* **YOUR TASK**: Go over the entries and report the lines where the word "平經俊之墳" occurs.

+++++

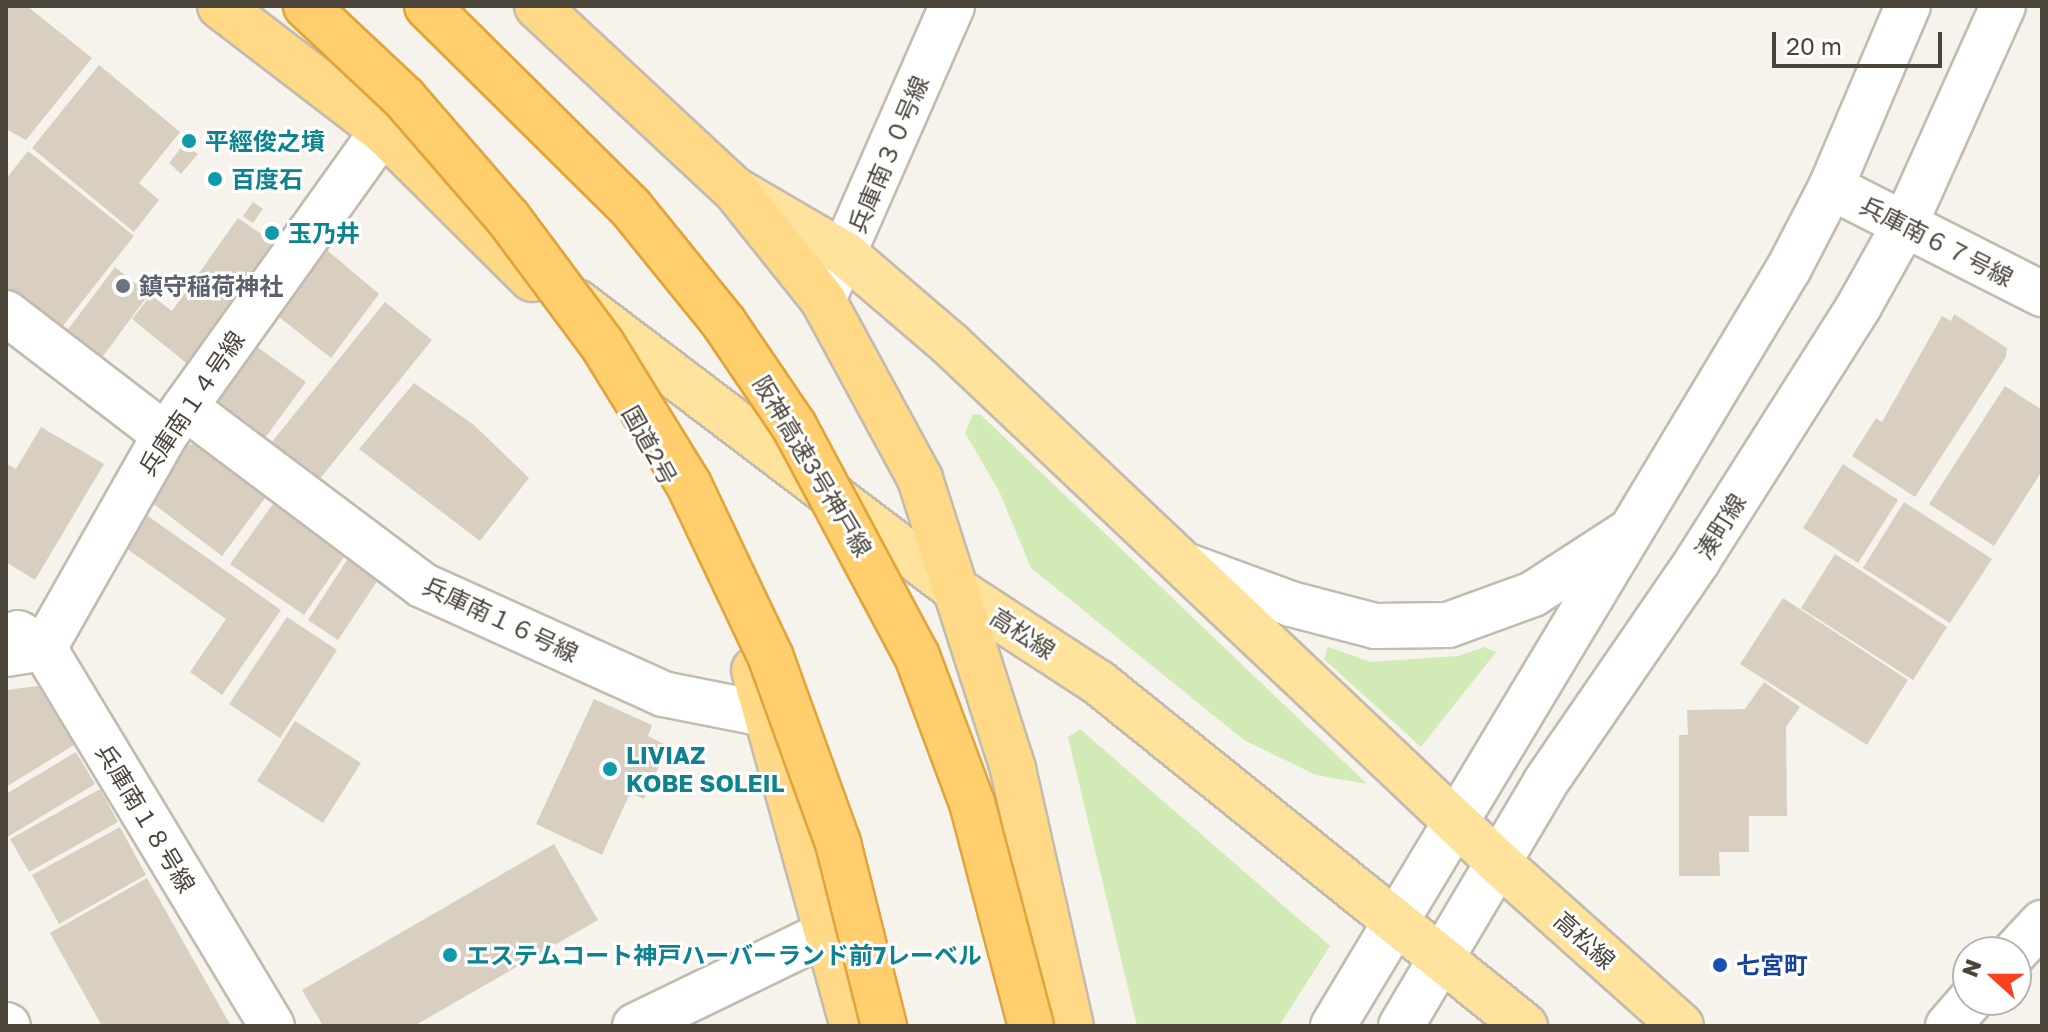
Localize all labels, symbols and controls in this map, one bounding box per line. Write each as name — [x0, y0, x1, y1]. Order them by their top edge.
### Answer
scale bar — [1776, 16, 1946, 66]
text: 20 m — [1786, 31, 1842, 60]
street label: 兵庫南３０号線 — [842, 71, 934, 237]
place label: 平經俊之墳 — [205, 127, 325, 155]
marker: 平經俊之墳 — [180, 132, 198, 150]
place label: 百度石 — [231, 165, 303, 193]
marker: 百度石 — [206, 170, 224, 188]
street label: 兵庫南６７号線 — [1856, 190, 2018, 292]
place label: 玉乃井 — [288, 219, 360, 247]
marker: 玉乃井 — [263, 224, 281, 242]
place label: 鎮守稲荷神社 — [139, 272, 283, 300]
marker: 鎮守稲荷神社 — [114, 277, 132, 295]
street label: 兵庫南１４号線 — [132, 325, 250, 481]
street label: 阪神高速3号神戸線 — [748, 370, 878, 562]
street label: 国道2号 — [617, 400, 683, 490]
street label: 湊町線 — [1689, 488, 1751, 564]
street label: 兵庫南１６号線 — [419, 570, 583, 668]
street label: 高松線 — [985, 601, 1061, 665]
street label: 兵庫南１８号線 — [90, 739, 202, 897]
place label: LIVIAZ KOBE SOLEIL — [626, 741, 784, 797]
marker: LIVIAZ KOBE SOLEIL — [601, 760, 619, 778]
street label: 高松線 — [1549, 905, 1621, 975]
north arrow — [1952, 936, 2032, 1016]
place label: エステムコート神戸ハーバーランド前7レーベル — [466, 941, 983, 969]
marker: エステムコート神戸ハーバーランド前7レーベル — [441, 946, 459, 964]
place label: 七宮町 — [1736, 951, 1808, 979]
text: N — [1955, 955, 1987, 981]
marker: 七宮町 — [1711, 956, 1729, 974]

+++++

* **ANSWER SPACE**:
place label: 平經俊之墳 — [205, 127, 325, 155]
marker: 平經俊之墳 — [180, 132, 198, 150]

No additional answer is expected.